### EXERCISE DIRECTIONS
Collect each line of the entries that holds the string "names".
########
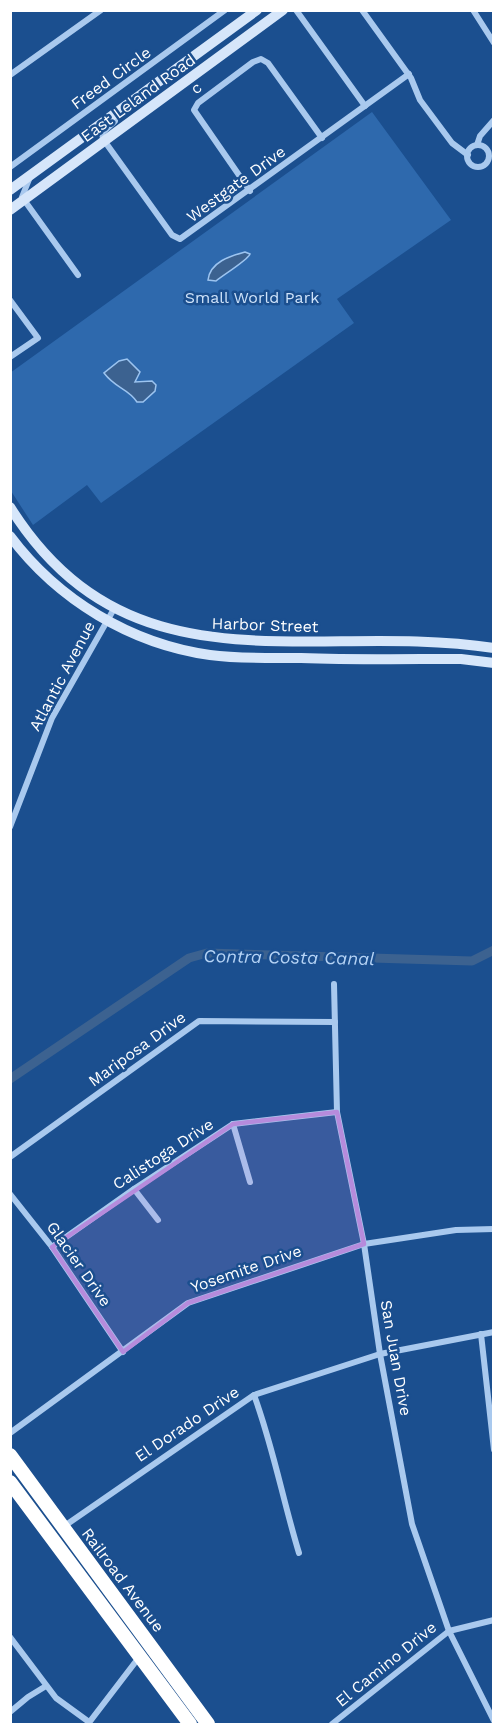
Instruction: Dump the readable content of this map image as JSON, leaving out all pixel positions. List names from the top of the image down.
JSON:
{
  "streets": {
    "highway": ["Railroad Avenue"],
    "street": [
      "Freed Circle",
      "c",
      "East Leland Road",
      "Westgate Drive",
      "Harbor Street",
      "Atlantic Avenue",
      "Mariposa Drive",
      "Calistoga Drive",
      "Glacier Drive",
      "Yosemite Drive",
      "San Juan Drive",
      "El Dorado Drive",
      "El Camino Drive"
    ]
  },
  "crossings": [
    ["c", "Westgate Drive"],
    ["East Leland Road", "Westgate Drive"],
    ["Harbor Street", "Atlantic Avenue"],
    ["Mariposa Drive", "San Juan Drive"],
    ["Calistoga Drive", "Glacier Drive"],
    ["Calistoga Drive", "San Juan Drive"],
    ["Glacier Drive", "Yosemite Drive"],
    ["Yosemite Drive", "San Juan Drive"],
    ["San Juan Drive", "El Dorado Drive"],
    ["San Juan Drive", "El Camino Drive"],
    ["El Dorado Drive", "Railroad Avenue"]
  ],
  "water": ["Contra Costa Canal"],
  "parks": ["Small World Park"]
}
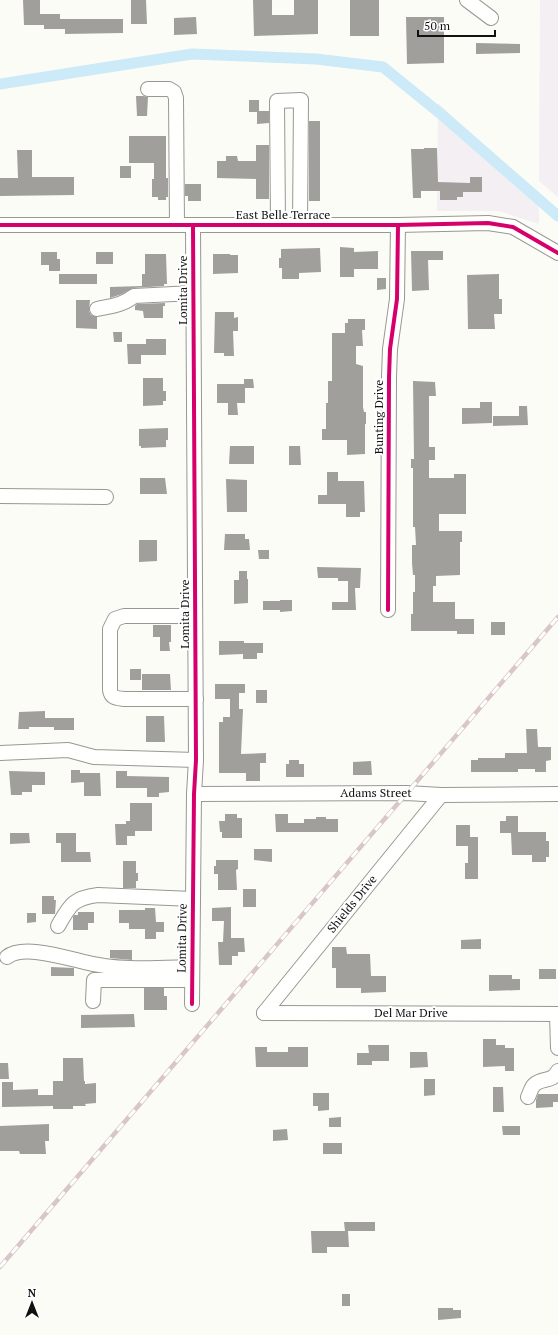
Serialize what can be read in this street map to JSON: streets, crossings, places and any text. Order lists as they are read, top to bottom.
{
  "streets": {
    "street": [
      "East Belle Terrace",
      "Lomita Drive",
      "Bunting Drive",
      "Adams Street",
      "Shields Drive",
      "Del Mar Drive"
    ]
  },
  "crossings": [
    ["East Belle Terrace", "Lomita Drive"],
    ["East Belle Terrace", "Bunting Drive"],
    ["Lomita Drive", "Adams Street"],
    ["Adams Street", "Shields Drive"],
    ["Shields Drive", "Del Mar Drive"]
  ],
  "scale_bar": "50 m",
  "north": "top"
}
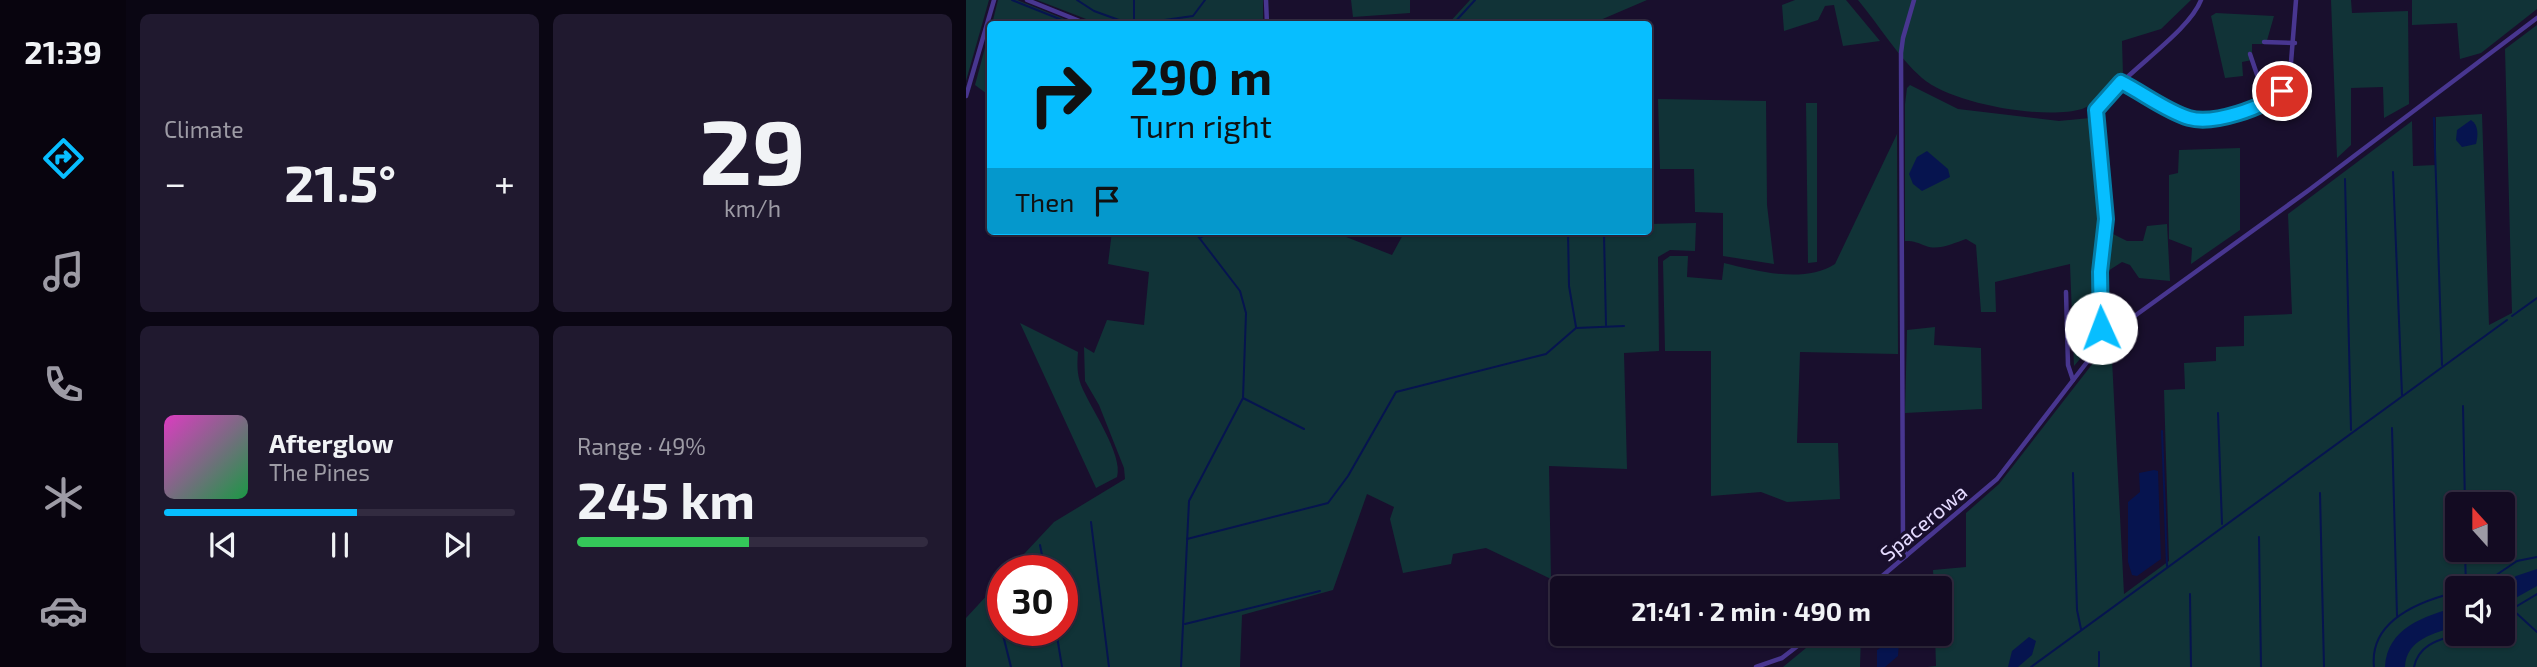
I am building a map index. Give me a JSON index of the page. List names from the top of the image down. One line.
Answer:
########
### REPLY
Instruction: Dump the readable content of this map image as JSON, leaving out all pixel positions. List names from the top of the image down.
I am building a map index. Give me a JSON index of the page. List names from the top of the image down. One line.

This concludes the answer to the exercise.